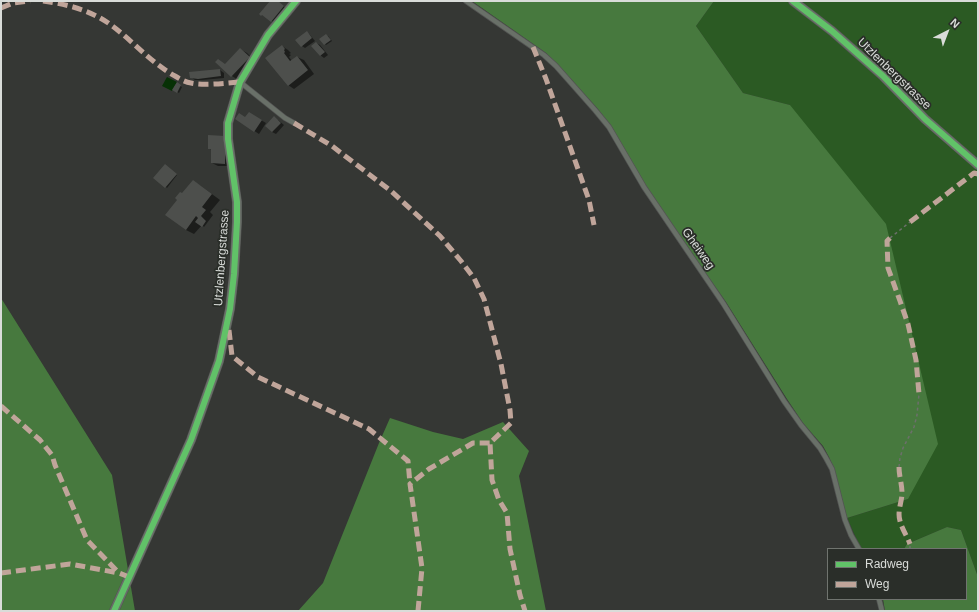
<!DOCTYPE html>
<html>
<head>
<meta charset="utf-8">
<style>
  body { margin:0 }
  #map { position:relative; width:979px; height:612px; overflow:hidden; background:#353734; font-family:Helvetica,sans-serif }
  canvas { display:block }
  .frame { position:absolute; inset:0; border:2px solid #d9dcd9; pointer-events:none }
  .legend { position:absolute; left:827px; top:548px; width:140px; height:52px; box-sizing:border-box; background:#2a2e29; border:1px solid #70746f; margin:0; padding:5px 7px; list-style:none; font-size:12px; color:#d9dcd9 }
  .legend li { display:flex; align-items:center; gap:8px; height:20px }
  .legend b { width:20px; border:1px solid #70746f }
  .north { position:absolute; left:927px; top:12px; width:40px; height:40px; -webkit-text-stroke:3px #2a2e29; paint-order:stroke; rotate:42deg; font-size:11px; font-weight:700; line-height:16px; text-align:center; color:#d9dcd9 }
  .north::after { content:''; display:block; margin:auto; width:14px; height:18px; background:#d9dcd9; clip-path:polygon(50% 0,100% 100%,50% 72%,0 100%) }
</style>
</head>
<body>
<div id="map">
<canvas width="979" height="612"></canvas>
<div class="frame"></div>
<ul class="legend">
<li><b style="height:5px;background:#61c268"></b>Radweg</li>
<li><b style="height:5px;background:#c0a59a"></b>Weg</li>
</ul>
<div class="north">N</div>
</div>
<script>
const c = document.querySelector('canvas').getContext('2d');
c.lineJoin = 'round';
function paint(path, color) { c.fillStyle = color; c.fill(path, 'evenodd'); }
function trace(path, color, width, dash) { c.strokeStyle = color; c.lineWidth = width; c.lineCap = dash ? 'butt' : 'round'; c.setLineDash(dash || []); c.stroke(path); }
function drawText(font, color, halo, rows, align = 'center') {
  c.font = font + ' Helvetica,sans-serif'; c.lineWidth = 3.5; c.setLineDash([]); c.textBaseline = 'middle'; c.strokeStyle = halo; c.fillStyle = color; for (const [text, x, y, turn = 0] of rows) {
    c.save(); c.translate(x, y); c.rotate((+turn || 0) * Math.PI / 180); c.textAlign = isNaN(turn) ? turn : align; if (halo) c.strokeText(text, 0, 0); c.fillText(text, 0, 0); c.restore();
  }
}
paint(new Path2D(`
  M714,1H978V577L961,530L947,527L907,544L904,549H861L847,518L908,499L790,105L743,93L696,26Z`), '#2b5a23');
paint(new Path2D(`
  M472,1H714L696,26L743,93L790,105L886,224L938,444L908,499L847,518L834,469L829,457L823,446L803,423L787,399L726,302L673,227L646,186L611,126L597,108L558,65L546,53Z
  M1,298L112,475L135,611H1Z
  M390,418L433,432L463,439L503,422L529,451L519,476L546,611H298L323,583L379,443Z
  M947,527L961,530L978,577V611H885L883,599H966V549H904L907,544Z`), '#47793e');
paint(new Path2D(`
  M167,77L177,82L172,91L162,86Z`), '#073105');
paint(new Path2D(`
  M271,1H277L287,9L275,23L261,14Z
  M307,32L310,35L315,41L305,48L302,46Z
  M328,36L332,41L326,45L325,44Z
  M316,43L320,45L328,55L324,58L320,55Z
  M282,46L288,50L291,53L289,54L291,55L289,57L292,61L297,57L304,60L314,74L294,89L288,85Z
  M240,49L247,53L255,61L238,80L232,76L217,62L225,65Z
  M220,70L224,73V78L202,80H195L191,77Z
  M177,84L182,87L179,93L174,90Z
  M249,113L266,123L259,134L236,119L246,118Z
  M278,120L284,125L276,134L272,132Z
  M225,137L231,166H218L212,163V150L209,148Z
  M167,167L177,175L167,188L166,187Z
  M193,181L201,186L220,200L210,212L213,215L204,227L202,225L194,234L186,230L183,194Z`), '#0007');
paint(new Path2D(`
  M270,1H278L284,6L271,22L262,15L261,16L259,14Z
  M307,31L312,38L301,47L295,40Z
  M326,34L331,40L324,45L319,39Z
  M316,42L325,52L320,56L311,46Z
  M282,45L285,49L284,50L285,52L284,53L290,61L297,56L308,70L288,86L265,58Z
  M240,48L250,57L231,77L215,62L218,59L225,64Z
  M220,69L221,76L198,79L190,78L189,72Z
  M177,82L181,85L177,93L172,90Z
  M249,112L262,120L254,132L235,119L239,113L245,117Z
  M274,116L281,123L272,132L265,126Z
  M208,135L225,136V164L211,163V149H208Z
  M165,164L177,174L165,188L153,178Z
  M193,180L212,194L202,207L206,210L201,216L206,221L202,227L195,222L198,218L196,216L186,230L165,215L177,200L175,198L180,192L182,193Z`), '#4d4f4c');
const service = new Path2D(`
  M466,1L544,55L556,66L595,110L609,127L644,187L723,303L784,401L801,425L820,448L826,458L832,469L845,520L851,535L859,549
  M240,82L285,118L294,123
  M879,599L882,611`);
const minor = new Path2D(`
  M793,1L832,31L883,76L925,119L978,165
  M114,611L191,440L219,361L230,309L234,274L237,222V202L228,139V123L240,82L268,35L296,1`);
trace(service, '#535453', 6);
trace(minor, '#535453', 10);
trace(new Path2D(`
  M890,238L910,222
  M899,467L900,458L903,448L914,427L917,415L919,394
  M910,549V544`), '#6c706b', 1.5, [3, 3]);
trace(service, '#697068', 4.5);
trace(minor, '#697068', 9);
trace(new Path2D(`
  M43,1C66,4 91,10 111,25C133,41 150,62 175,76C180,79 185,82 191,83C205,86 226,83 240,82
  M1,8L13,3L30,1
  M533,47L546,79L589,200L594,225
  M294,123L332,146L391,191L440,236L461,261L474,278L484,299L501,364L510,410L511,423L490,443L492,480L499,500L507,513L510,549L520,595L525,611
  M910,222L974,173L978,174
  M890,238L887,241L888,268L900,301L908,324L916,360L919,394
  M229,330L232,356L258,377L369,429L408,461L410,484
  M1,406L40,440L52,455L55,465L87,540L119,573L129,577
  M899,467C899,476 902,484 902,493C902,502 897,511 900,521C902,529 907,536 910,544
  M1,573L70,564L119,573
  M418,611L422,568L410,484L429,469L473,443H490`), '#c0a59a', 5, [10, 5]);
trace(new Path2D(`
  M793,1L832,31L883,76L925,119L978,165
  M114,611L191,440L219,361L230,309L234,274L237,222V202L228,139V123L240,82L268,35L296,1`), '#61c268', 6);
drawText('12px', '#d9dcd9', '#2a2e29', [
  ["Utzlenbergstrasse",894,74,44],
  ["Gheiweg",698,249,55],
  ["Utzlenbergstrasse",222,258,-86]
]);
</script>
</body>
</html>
-------
_EXERCISE PROMPT_
Reproduce the opening lines of the material above exactly, ending with the line that contains "c.font = font". Omit every picture.

_RESPONSE AREA_
<!DOCTYPE html>
<html>
<head>
<meta charset="utf-8">
<style>
  body { margin:0 }
  #map { position:relative; width:979px; height:612px; overflow:hidden; background:#353734; font-family:Helvetica,sans-serif }
  canvas { display:block }
  .frame { position:absolute; inset:0; border:2px solid #d9dcd9; pointer-events:none }
  .legend { position:absolute; left:827px; top:548px; width:140px; height:52px; box-sizing:border-box; background:#2a2e29; border:1px solid #70746f; margin:0; padding:5px 7px; list-style:none; font-size:12px; color:#d9dcd9 }
  .legend li { display:flex; align-items:center; gap:8px; height:20px }
  .legend b { width:20px; border:1px solid #70746f }
  .north { position:absolute; left:927px; top:12px; width:40px; height:40px; -webkit-text-stroke:3px #2a2e29; paint-order:stroke; rotate:42deg; font-size:11px; font-weight:700; line-height:16px; text-align:center; color:#d9dcd9 }
  .north::after { content:''; display:block; margin:auto; width:14px; height:18px; background:#d9dcd9; clip-path:polygon(50% 0,100% 100%,50% 72%,0 100%) }
</style>
</head>
<body>
<div id="map">
<canvas width="979" height="612"></canvas>
<div class="frame"></div>
<ul class="legend">
<li><b style="height:5px;background:#61c268"></b>Radweg</li>
<li><b style="height:5px;background:#c0a59a"></b>Weg</li>
</ul>
<div class="north">N</div>
</div>
<script>
const c = document.querySelector('canvas').getContext('2d');
c.lineJoin = 'round';
function paint(path, color) { c.fillStyle = color; c.fill(path, 'evenodd'); }
function trace(path, color, width, dash) { c.strokeStyle = color; c.lineWidth = width; c.lineCap = dash ? 'butt' : 'round'; c.setLineDash(dash || []); c.stroke(path); }
function drawText(font, color, halo, rows, align = 'center') {
  c.font = font + ' Helvetica,sans-serif'; c.lineWidth = 3.5; c.setLineDash([]); c.textBaseline = 'middle'; c.strokeStyle = halo; c.fillStyle = color; for (const [text, x, y, turn = 0] of rows) {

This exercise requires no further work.